Clinical deployment and prospective validation of an AI model for limb-length discrepancy measurements using an open-source platform.
Authors
Affiliations (2)
Affiliations (2)
- Department of Radiology, Boston Children's Hospital, Boston, MA, USA. [email protected].
- Department of Radiology, Boston Children's Hospital, Boston, MA, USA.
Abstract
To deploy an AI model to measure limb-length discrepancy (LLD) and prospectively validate its performance. We encoded the inference of an LLD AI model into a docker container, incorporated it into a computational platform for clinical deployment, and conducted two prospective validation studies: a shadow trial (07/2024-9/2024) and a clinical trial (11/2024-01/2025). During each trial period, we queried for LLD EOS scanograms to serve as inputs to our model. For the shadow trial, we hid the AI-annotated outputs from the radiologists, and for the clinical trial, we displayed the AI-annotated output to the radiologists at the time of study interpretation.

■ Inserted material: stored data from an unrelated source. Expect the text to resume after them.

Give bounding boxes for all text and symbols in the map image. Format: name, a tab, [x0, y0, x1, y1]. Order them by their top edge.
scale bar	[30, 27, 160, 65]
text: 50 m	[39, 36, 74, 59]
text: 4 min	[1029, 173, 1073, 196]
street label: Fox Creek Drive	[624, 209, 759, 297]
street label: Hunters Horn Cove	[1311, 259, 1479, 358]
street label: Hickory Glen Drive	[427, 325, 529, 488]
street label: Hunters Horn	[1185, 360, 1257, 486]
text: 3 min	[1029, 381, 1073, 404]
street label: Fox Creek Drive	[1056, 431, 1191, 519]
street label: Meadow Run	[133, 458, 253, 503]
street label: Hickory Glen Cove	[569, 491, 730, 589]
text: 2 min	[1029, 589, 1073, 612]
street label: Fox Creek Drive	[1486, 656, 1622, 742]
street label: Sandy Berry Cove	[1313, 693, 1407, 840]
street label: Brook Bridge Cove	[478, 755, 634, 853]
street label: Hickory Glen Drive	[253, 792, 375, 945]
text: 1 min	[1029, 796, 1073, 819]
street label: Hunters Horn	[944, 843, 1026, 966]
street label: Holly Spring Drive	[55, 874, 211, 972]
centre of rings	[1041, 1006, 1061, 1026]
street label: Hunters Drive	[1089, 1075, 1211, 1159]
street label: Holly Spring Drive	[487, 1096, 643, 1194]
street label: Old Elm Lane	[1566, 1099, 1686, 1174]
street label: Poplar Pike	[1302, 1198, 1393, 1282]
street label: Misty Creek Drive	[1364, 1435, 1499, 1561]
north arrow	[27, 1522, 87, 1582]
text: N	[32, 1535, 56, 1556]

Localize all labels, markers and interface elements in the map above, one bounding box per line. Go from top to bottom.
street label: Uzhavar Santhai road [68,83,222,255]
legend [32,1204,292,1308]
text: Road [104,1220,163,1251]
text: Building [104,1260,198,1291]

Afterward, we collected the bilateral femoral and tibial lengths from the radiology reports and compared them against those generated by the AI model. We used median absolute difference (MAD) and interquartile range (IQR) as summary statistics to assess the performance of our model. Our shadow trial consisted of 84 EOS scanograms from 84 children, with 168 femoral and tibial lengths. The MAD (IQR) of the femoral and tibial lengths were 0.2 cm (0.3 cm) and 0.2 cm (0.3 cm), respectively. Our clinical trial consisted of 114 EOS scanograms from 114 children, with 228 femoral and tibial lengths. The MAD (IQR) of the femoral and tibial lengths were 0.3 cm (0.4 cm) and 0.2 cm (0.3 cm), respectively. We successfully employed a computational platform for seamless integration and deployment of an LLD AI model into our clinical workflow, and prospectively validated its performance. Question No AI models have been clinically deployed for limb-length discrepancy (LLD) assessment in children, and the prospective validation of these models is unknown. Findings We deployed an LLD AI model using a homegrown platform, with prospective trials showing a median absolute difference of 0.2-0.3 cm in estimating bone lengths. Clinical relevance An LLD AI model with performance comparable to that of radiologists can serve as a secondary reader in increasing the confidence and accuracy of LLD measurements.